From 2eb34641fb54ddeb10f4a65e9aa2d8829de4fdf7 Mon Sep 17 00:00:00 2001
From: Dean Schmigelski <dbschmigelski+github@gmail.com>
Date: Wed, 1 Oct 2025 14:17:03 -0400
Subject: [PATCH 1/3] feat(models): use tool for structured_output when
 supports_response_schema=false

---
 src/strands/models/litellm.py            | 71 ++++++++++++++++++------
 tests/strands/models/test_litellm.py     | 22 ++++++--
 tests_integ/models/test_model_litellm.py | 50 +++++++++++++++++
 3 files changed, 121 insertions(+), 22 deletions(-)

diff --git a/src/strands/models/litellm.py b/src/strands/models/litellm.py
index 005eed3df..ab0b569f2 100644
--- a/src/strands/models/litellm.py
+++ b/src/strands/models/litellm.py
@@ -12,6 +12,8 @@
 from pydantic import BaseModel
 from typing_extensions import Unpack, override
 
+from ..event_loop import streaming
+from ..tools import convert_pydantic_to_tool_spec
 from ..types.content import ContentBlock, Messages
 from ..types.streaming import StreamEvent
 from ..types.tools import ToolChoice, ToolSpec
@@ -196,6 +198,10 @@ async def structured_output(
     ) -> AsyncGenerator[dict[str, Union[T, Any]], None]:
         """Get structured output from the model.
 
+        Some models do not support native structured output via response_format.
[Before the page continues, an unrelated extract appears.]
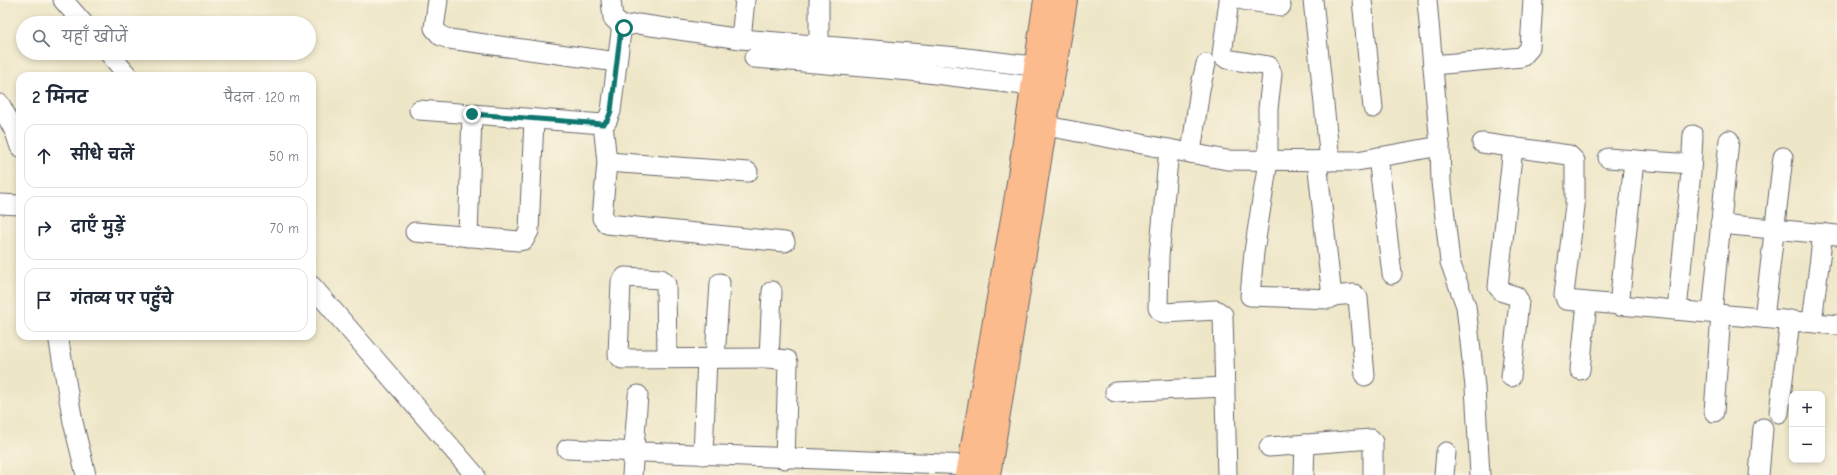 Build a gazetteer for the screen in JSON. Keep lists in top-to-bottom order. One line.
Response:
{"page":{"search":"यहाँ खोजें","heading":["2 मिनट","पैदल · 120 m"],"list":[["सीधे चलें","50 m"],["दाएँ मुड़ें","70 m"],"गंतव्य पर पहुँचे"],"map_buttons":["+","−"]}}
+        In cases of proxies, we may not have a way to determine support, so we
+        fallback to using tool calling to achieve structured output.
+
         Args:
             output_model: The output model to use for the agent.
             prompt: The prompt messages to use for the agent.
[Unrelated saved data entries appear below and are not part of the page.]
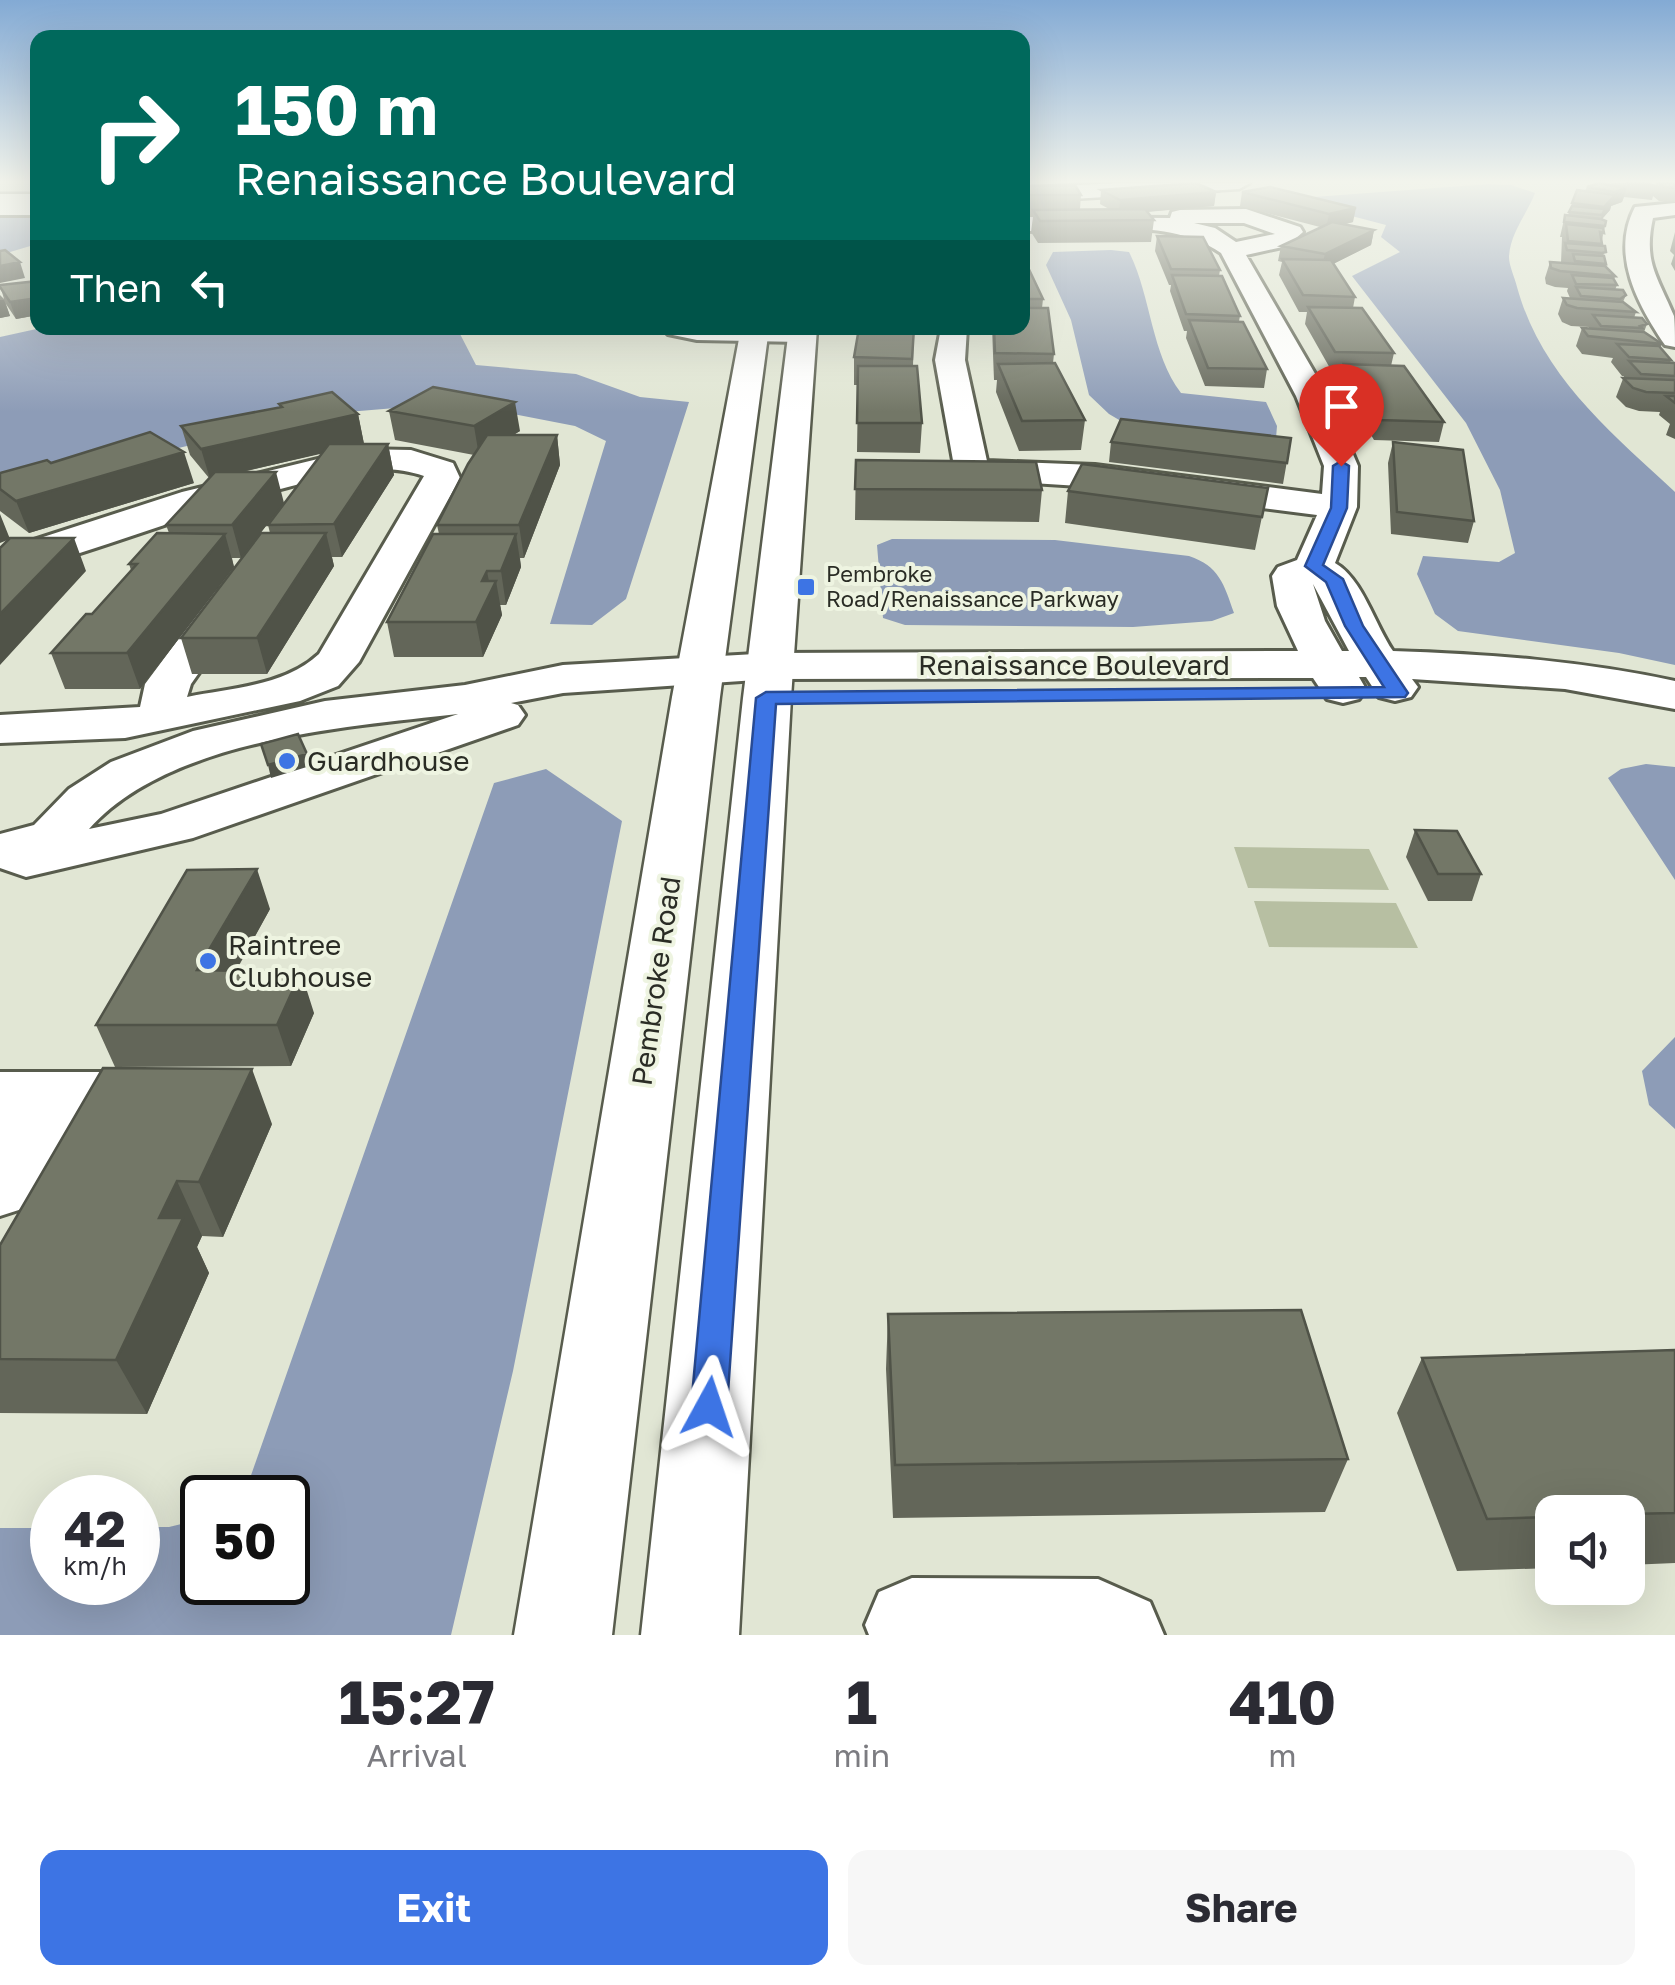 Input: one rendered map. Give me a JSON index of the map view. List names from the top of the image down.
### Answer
{
  "streets": {
    "main road": ["Pembroke Road"],
    "street": ["Renaissance Boulevard"]
  },
  "crossings": [
    ["Renaissance Boulevard", "Pembroke Road"]
  ],
  "places": {
    "transit": ["Pembroke Road/Renaissance Parkway"],
    "other": ["Guardhouse", "Raintree Clubhouse"]
  },
  "page": {
    "turn": ["150 m", "Renaissance Boulevard"],
    "then": "Then",
    "speed": "42 km/h",
    "limit": "50",
    "eta": [
      "15:27",
      "Arrival",
      "1",
      "min",
      "410",
      "m"
    ],
    "buttons": ["Exit", "Share"]
  }
}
@@ -205,33 +211,64 @@ async def structured_output(
         Yields:
             Model events with the last being the structured output.
         """
-        if not supports_response_schema(self.get_config()["model_id"]):
-            raise ValueError("Model does not support response_format")
+        if supports_response_schema(self.get_config()["model_id"]):
+            result = await self._structured_output_using_response_schema(output_model, prompt, system_prompt)
+        else:
+            result = await self._structured_output_using_tool(output_model, prompt, system_prompt)
+
+        yield {"output": result}
 
+    async def _structured_output_using_response_schema(
+        self, output_model: Type[T], prompt: Messages, system_prompt: Optional[str] = None
+    ) -> T:
+        """Get structured output using native response_format support."""
         response = await litellm.acompletion(
             **self.client_args,
             model=self.get_config()["model_id"],
             messages=self.format_request(prompt, system_prompt=system_prompt)["messages"],
             response_format=output_model,
         )
-
+        
         if len(response.choices) > 1:
             raise ValueError("Multiple choices found in the response.")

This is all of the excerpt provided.